In this study it was noticed that the percentage of reinforcement was appreciably increased in auto polymerizing PMMA than heat cure PMMA resin. This was maybe due to inadequate impregnation that occurred with the heat curing PMMA, which formed a high viscous dough stage with a poor wetting property. With auto polymerizing acrylic resins, the resin was applied to the fiber bundle still in a relatively low viscous stage, and better impregnation of the fibers can be obtained [30].

In the case of auto polymerizing bis-acryl composite resin, glass fibers showed better reinforcement than polyethylene fibers. This may be due to the fact that pre-impregnated dimethacrylate resin enhances the bonding of bis-acryl composite with glass fibers [29, 31].
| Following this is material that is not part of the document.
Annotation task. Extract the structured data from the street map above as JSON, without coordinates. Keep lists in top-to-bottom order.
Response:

In Eronat et al. [32] study, the woven E-glass fiber reinforcement in hybrid composite showed more flexural strength than in micro-filled composite material. The previous studies like Kulkarni et al. [33] and Sen et al. [34], the polyethylene fiber reinforced composite material (micro-filled and hybrid) showed more flexural strength than silanized woven E-glass fiber reinforced composite. But our result contraindicated this, where unidirectional S-glass fiber shows more reinforcement than polyethylene fiber in bis-acryl composite. The results of both studies cannot be compared, since type and form of glass fibers (woven E-glass and unidirectional S-glass), pre-impregnation materials used and also type of composite materials (direct filling composite and bis-acryl composite) were different. Factors that related to the strength of the fiber composite were “type of fiber, quantity of fibers in the polymer matrix, orientation of fibers, fiber impregnation, and adhesion of fiber to the polymer matrix” [32].
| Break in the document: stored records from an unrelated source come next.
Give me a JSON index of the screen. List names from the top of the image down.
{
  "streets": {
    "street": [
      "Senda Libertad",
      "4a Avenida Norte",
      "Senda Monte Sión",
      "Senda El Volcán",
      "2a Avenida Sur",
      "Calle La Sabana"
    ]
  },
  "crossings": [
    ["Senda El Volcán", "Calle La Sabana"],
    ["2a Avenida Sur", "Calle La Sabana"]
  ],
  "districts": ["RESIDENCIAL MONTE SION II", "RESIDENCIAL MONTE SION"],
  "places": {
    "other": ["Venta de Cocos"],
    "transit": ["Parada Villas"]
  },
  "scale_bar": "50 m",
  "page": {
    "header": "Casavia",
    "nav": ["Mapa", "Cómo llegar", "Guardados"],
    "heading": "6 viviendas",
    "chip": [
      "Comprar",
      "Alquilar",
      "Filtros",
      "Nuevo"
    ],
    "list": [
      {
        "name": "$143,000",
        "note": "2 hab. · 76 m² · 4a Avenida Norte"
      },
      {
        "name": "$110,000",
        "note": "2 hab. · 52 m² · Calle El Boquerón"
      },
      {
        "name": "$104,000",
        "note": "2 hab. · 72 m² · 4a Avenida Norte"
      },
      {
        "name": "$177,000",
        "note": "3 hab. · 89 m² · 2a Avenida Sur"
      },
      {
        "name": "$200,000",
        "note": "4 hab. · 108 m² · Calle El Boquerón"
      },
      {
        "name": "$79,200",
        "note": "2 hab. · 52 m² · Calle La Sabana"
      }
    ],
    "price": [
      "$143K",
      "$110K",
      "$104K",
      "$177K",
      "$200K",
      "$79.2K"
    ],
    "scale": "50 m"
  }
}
The mode of failure of fiber reinforced resins samples showed a “Partial” fracture pattern, where the joints remained intact but a small portion of the pontics were separated as a result of a cohesive failure of the resin materials. Clinically, this is perhaps the most favorable mode of fracture of the provisional prosthesis as the restoration remains intact and the treatment rendered is unlikely to be compromised [3].

Conclusion

They are different glass and polyethylene fiber system available, and the each fiber system varies in the type, form, fiber content and pre-impregnation technique employed. So the results are valid only for the products deployed in the study.

Within the limitations of this in vitro study, the following observations were made:

  • All the fiber reinforced samples possessed greater strength than the control samples.
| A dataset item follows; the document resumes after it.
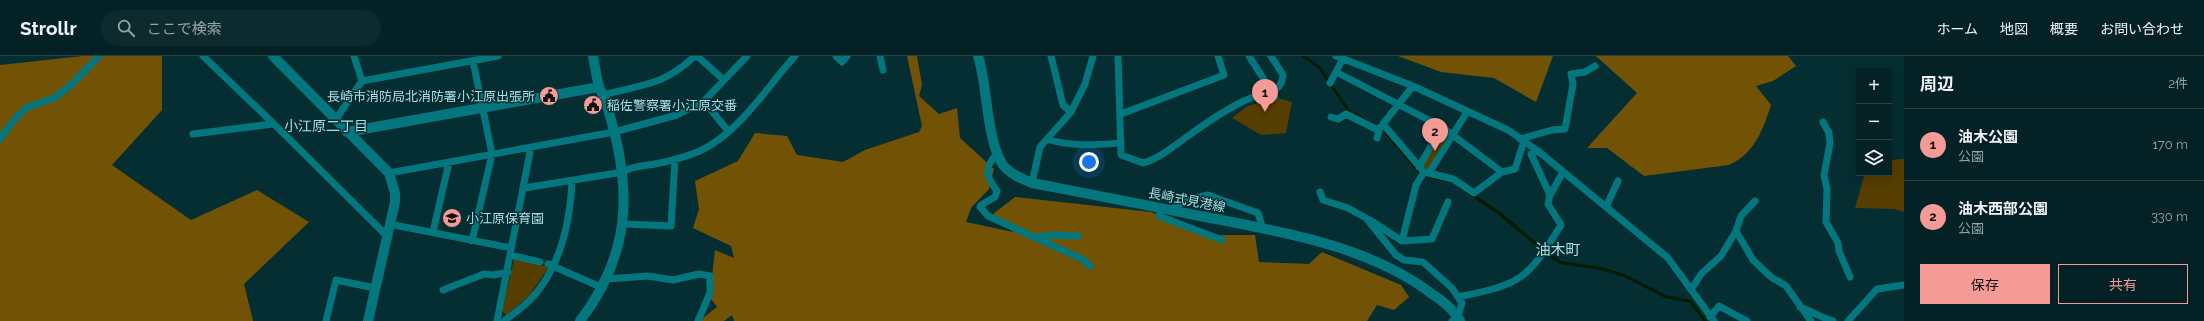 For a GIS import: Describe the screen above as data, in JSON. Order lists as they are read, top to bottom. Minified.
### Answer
{"streets":{"street":["長崎式見港線"]},"districts":["小江原二丁目","油木町"],"places":{"public building":["長崎市消防局北消防署小江原出張所","稲佐警察署小江原交番"],"school or university":["小江原保育園"]},"page":{"header":"Strollr","search":"ここで検索","nav":["ホーム","地図","概要","お問い合わせ"],"heading":["周辺","2件"],"map_buttons":["+","−"],"pins":["1","2"],"list":[{"mark":"1","name":"油木公園","note":"公園","value":"170 m"},{"mark":"2","name":"油木西部公園","note":"公園","value":"330 m"}],"buttons":["保存","共有"]}}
  • Within the control samples, the heat cure PMMA resin had the highest flexural strength, followed by bis-acryl composite and self-cure PMMA resin.

  • In both heat and self-cure PMMA resin, the polyethylene fiber reinforcement (Ribbond) provides the greatest strength than glass fiber reinforcement (Splint-It).

  • In self-cure bis-acryl composite, glass fiber reinforcement (Splint-It) provides the greatest strength than polyethylene reinforcement (Ribbond).

  • Both glass (Splint-It) and polyethylene fiber (Ribbond) reinforcement showed highest flexural strengths in bis-acryl composite resin followed by heat cure and self-cure PMMA resin.

  • Both glass and polyethylene fiber reinforcement altered the mode of failure of the provisional restorative resins under compressive load from a catastrophic failure to a partial fracture pattern.